• INPUT
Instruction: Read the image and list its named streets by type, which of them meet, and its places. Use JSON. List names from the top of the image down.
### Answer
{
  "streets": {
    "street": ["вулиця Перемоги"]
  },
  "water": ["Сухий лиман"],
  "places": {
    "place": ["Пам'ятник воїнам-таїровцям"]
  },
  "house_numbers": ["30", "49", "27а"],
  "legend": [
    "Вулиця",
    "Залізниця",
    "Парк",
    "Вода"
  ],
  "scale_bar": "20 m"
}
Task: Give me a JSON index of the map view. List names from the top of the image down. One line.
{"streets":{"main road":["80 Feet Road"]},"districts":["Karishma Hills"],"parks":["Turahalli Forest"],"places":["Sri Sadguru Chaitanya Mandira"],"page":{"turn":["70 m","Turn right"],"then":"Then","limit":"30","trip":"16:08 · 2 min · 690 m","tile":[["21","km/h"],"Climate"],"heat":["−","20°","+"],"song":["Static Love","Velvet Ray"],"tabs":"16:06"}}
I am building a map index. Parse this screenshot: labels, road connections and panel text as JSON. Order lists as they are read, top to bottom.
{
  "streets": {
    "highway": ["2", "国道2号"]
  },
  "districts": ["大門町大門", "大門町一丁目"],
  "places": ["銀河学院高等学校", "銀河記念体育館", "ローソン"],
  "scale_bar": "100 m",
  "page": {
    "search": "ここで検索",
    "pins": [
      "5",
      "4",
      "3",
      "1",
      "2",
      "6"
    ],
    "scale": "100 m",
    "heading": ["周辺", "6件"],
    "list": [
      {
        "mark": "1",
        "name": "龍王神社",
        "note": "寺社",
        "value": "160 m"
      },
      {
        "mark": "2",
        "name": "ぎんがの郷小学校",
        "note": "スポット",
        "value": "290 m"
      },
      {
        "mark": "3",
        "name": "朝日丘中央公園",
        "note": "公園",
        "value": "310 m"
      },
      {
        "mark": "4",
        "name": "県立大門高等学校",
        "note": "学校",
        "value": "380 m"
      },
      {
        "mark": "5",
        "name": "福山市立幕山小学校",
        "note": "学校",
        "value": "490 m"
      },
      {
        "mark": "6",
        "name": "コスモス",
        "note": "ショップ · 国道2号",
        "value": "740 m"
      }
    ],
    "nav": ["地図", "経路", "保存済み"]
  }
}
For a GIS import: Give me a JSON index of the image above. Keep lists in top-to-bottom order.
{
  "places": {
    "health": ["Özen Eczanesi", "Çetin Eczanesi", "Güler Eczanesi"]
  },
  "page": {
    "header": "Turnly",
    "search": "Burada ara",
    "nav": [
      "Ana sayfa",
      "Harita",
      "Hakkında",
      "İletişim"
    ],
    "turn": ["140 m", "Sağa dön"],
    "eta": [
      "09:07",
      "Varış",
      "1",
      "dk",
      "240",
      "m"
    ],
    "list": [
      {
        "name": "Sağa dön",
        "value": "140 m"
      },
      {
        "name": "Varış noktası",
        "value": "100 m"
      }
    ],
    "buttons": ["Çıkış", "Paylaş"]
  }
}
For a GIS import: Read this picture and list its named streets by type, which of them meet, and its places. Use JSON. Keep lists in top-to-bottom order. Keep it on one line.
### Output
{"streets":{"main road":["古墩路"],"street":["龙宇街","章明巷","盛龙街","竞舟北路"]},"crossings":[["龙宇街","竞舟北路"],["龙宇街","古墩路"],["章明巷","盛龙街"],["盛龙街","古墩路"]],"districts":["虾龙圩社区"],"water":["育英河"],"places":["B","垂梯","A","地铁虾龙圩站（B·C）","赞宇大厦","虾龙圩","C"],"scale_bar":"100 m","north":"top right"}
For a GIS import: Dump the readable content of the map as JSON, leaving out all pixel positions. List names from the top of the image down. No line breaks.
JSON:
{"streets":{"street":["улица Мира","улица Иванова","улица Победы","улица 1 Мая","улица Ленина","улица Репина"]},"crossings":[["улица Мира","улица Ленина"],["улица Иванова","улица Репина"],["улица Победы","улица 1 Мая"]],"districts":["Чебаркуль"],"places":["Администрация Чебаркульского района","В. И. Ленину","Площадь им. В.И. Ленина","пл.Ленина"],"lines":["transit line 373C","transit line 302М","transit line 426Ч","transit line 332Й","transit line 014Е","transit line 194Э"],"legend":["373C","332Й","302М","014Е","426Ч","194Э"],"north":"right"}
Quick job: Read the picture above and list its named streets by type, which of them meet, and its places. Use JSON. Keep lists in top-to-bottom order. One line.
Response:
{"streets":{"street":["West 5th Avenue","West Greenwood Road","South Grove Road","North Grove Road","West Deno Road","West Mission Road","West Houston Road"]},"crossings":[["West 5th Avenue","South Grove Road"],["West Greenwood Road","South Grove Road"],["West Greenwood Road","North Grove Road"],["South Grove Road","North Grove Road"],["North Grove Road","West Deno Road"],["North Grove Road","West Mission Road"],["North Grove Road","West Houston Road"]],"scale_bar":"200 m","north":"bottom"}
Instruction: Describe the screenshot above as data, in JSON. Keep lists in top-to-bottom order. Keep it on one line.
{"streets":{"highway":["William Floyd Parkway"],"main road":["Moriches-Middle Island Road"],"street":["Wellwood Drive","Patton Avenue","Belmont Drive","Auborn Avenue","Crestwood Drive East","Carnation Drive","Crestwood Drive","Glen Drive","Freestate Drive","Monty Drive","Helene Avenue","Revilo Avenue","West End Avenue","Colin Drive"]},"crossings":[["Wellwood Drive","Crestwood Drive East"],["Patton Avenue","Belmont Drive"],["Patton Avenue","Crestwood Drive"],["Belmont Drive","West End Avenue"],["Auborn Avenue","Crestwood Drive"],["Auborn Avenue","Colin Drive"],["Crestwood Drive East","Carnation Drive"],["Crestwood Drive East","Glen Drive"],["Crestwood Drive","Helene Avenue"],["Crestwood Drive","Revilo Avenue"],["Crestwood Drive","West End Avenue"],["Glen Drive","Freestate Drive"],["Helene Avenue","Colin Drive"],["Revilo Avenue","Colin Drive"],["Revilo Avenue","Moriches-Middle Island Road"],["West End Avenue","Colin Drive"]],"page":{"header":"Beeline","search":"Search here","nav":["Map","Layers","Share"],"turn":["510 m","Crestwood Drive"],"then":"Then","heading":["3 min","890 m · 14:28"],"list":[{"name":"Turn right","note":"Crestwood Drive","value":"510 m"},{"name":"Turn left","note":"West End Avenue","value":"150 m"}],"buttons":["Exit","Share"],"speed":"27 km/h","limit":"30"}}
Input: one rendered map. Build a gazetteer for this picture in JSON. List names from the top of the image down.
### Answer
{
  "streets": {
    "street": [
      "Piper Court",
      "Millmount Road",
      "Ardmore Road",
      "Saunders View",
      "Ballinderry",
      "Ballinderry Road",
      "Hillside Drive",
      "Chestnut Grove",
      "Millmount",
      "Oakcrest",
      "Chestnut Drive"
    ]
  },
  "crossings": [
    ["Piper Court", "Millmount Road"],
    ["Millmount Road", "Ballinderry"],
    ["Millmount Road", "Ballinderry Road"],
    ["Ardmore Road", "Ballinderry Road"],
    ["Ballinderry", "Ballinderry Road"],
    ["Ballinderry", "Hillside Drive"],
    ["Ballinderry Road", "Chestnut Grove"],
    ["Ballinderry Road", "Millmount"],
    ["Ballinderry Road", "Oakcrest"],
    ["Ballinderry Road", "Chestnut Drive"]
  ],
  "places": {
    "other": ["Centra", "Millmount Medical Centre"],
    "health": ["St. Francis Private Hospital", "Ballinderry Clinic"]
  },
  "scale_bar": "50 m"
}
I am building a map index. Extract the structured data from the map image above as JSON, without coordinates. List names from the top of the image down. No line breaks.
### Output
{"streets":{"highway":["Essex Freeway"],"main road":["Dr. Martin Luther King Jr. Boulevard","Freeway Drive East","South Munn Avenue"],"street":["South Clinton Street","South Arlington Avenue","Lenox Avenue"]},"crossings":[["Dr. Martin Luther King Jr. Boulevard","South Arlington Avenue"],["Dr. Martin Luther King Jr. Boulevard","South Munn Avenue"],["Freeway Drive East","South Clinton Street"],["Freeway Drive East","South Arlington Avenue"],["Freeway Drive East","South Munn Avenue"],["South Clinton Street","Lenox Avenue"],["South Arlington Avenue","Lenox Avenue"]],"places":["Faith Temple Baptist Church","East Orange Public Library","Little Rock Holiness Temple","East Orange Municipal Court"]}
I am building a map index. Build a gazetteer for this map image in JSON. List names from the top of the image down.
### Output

• WHAT THE TASK REQUIRES
Say how many lines in the records hold the word "which", giving the number by itself.

• YOUR SOLUTION
3